*TASK DESCRIPTION*:
The required answer is the data below, restated word for word with images omitted.
#### PROVIDED RECORDS ####
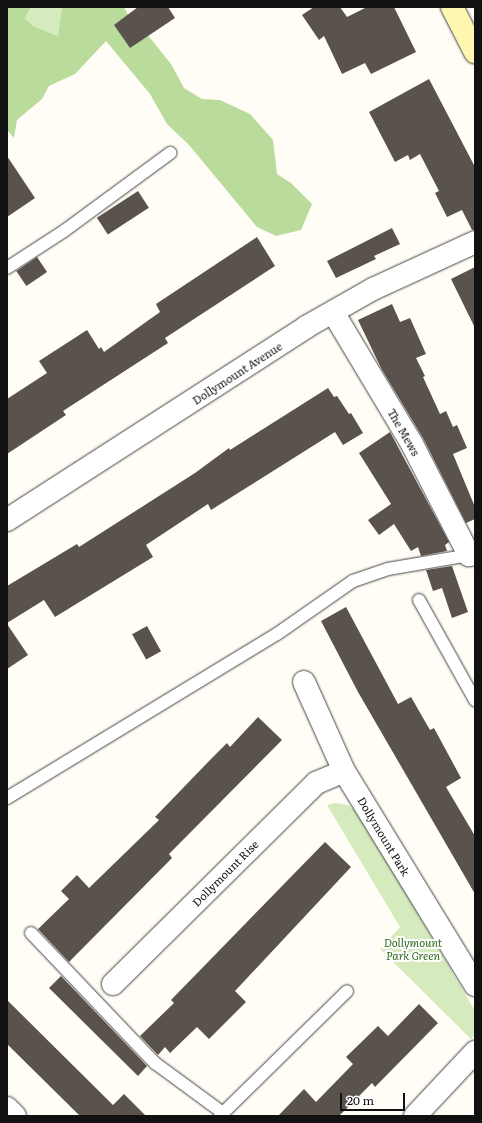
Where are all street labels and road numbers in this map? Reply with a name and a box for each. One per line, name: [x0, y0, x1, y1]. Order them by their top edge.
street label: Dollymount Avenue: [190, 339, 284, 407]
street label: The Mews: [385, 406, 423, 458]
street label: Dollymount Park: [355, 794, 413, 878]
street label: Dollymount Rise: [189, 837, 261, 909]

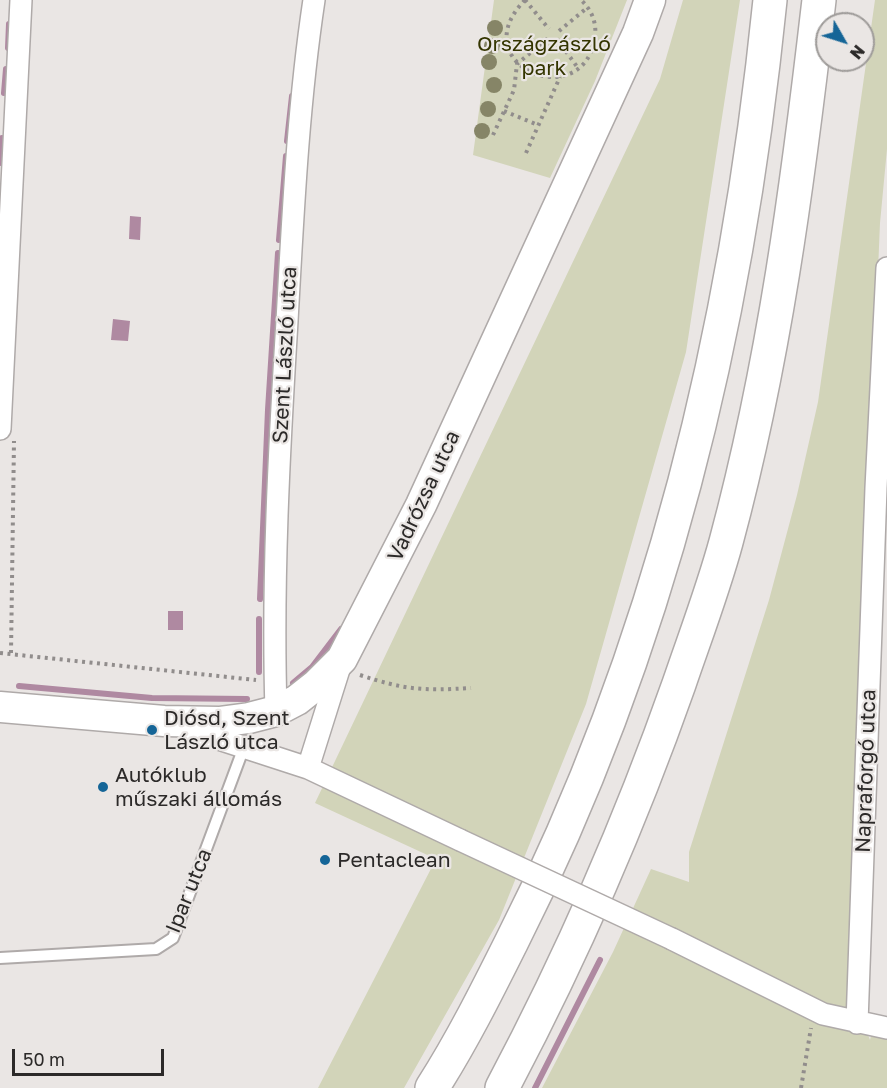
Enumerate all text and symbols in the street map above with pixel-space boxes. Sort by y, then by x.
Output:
####
*YOUR RESPONSE*:
Where are all street labels and road numbers in this map? Reply with a name and a box for each. One per line, name: [x0, y0, x1, y1]. Order them by their top edge.
street label: Dollymount Avenue: [190, 339, 284, 407]
street label: The Mews: [385, 406, 423, 458]
street label: Dollymount Park: [355, 794, 413, 878]
street label: Dollymount Rise: [189, 837, 261, 909]

Enumerate all text and symbols in the street map above with pixel-space boxes. Sort by y, then by x.
Output:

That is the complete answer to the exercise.